Michael P. V. Barrett, God’s Unfailing Purpose: The Message of Daniel, (Greenville: Ambassador Emerald International, 2003), 92, 94.
“My wife loves to work on jigsaw puzzles. Often she has one in progress on a table in the corner of our den. I don’t know if this is cheating or not, but she usually has the lid of the box on the table with a picture of what she is trying to put together from all the divergently shaped pieces. I do not share her patience, but sometimes as I walk by the table I will take a quick look and find what I think is a match between one of the pieces and one of the holes in the fragmented picture. It seems to be the right color and more or less the right configuration, and so I make my contribution to her project. When I force the piece into place doing my best to make it fit, she invariably tells me to leave it alone and find something else to do.
To me it was close enough, but it didn’t really fit. (Sometimes when I walk by, I hide a piece or two, but that’s a different story.) The way I work with jugsaw puzzles is the way too many tend to work with prophecy. Zeal for fulfillment sometimes creates the temptation to draw from the table of current events and force newspaper items into the big puzzle-picture of prophecy. I would not begin to guess how many commentaries have been written or how many sermons have been preached that now contain the marred fragments of pieces of news that in the moment seemed to be close enough to fit. I wonder how many antichrists have been named over the years, only now to be long dead and forgotten. When my puzzle-patient wife finds the right piece it always fits in place without being forced. When it fits, it fits. The fulfillment of prophecy is always unmistakably certain.”

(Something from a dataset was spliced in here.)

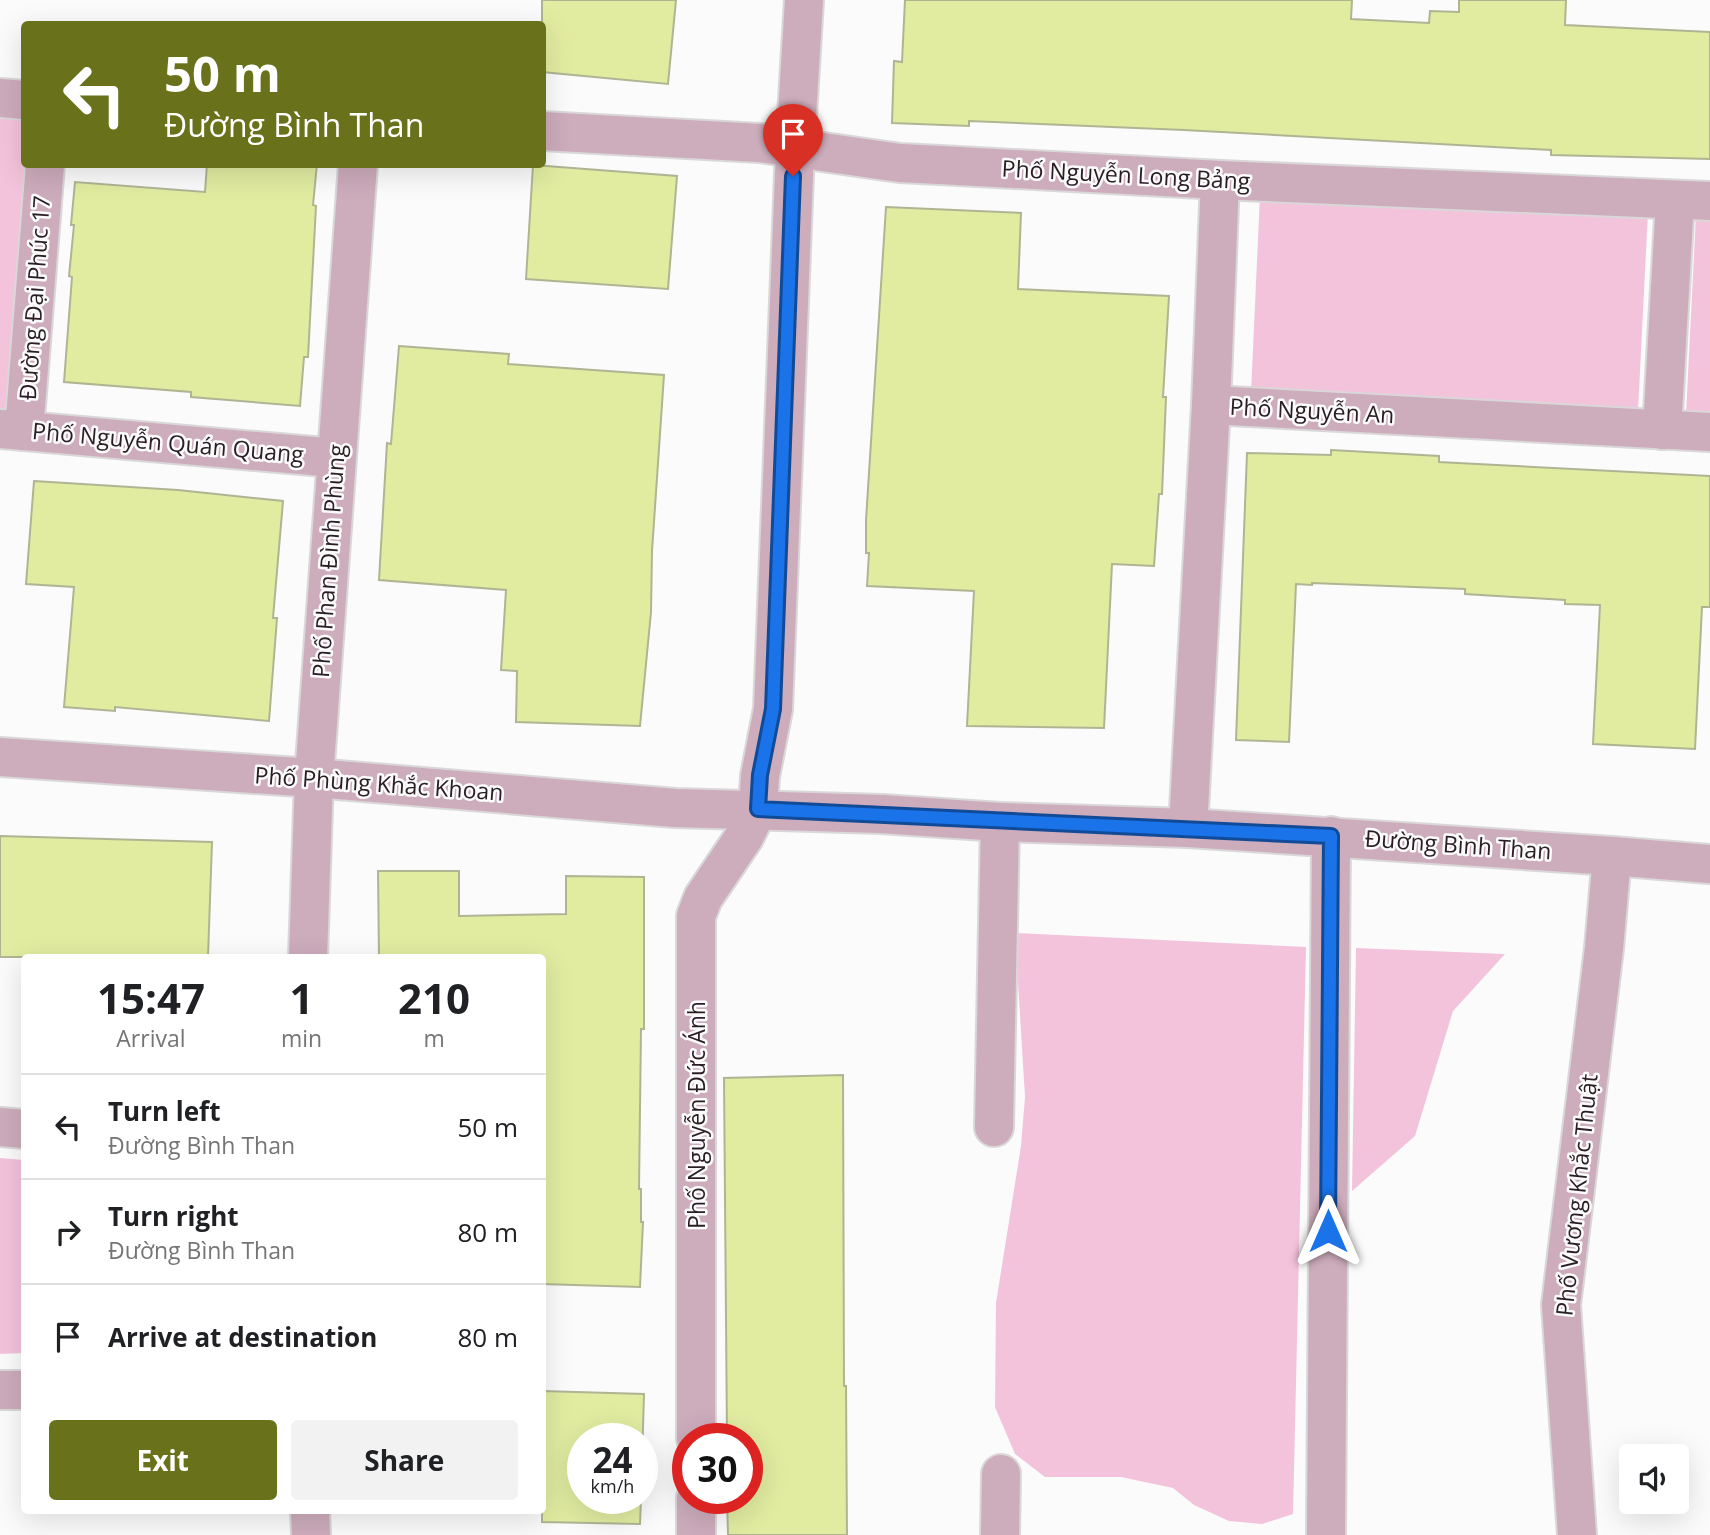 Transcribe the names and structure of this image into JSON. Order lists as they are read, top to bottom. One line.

Michael P. V. Barrett, God’s Unfailing Purpose: The Message of Daniel, (Greenville: Ambassador Emerald International, 2003), 74-5.

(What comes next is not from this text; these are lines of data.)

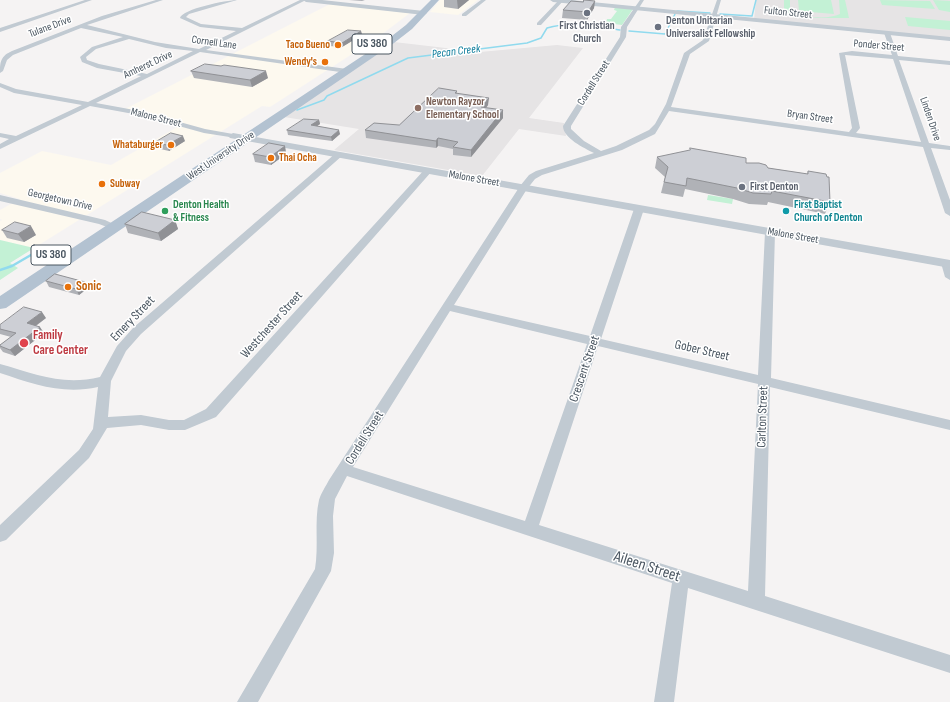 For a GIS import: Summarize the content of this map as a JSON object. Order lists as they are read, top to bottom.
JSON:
{
  "streets": {
    "main road": ["US 380", "West University Drive"],
    "street": [
      "Fulton Street",
      "Tulane Drive",
      "Cornell Lane",
      "Ponder Street",
      "Amherst Drive",
      "Cordell Street",
      "Bryan Street",
      "Malone Street",
      "Linden Drive",
      "Georgetown Drive",
      "Emery Street",
      "Westchester Street",
      "Gober Street",
      "Crescent Street",
      "Carlton Street",
      "Aileen Street"
    ]
  },
  "crossings": [
    ["Fulton Street", "Cordell Street"],
    ["Fulton Street", "Linden Drive"],
    ["Tulane Drive", "Cornell Lane"],
    ["Cornell Lane", "Amherst Drive"],
    ["Cornell Lane", "West University Drive"],
    ["Ponder Street", "Bryan Street"],
    ["Ponder Street", "Linden Drive"],
    ["Amherst Drive", "Malone Street"],
    ["Cordell Street", "Malone Street"],
    ["Cordell Street", "Gober Street"],
    ["Cordell Street", "Aileen Street"],
    ["Bryan Street", "Linden Drive"],
    ["Malone Street", "West University Drive"],
    ["Malone Street", "Emery Street"],
    ["Malone Street", "Westchester Street"],
    ["Malone Street", "Crescent Street"],
    ["Malone Street", "Carlton Street"],
    ["West University Drive", "Georgetown Drive"],
    ["Emery Street", "Westchester Street"],
    ["Gober Street", "Crescent Street"],
    ["Gober Street", "Carlton Street"],
    ["Crescent Street", "Aileen Street"],
    ["Carlton Street", "Aileen Street"]
  ],
  "water": ["Pecan Creek"],
  "places": [
    "First Christian Church",
    "Denton Unitarian Universalist Fellowship",
    "Taco Bueno",
    "Wendy's",
    "Newton Rayzor Elementary School",
    "Whataburger",
    "Thai Ocha",
    "Subway",
    "First Denton",
    "Denton Health & Fitness",
    "First Baptist Church of Denton",
    "Sonic",
    "Family Care Center"
  ]
}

Prophecy reveals much about the future, but it doesn’t reveal everything. … We do not and cannot know everything about the future. We are to believe what God has revealed and trust Him for ther rest. He lets us see enough to assure us that all time, including our times, are in His hand and in His control.
Michael P. V. Barrett, God’s Unfailing Purpose: The Message of Daniel, (Greenville: Ambassador, 2003), 42.
Barrett gives 2 Kings 7 as an example of this idea. When Elisha prophesied that the famine stricken city would soon have an abundance of food and that the unbelieving official would not get any of it, he didn’t give all the details. If the city official had known that he would soon be trampled by a city full of hungry people, he might have done things a little differently. But he didn’t know that and chose not to believe what he did know. The point of Barrett’s post (and ultimately of all prophecy) is that we need to believe what God says and trust him to do what is best. That’s where true peace comes from.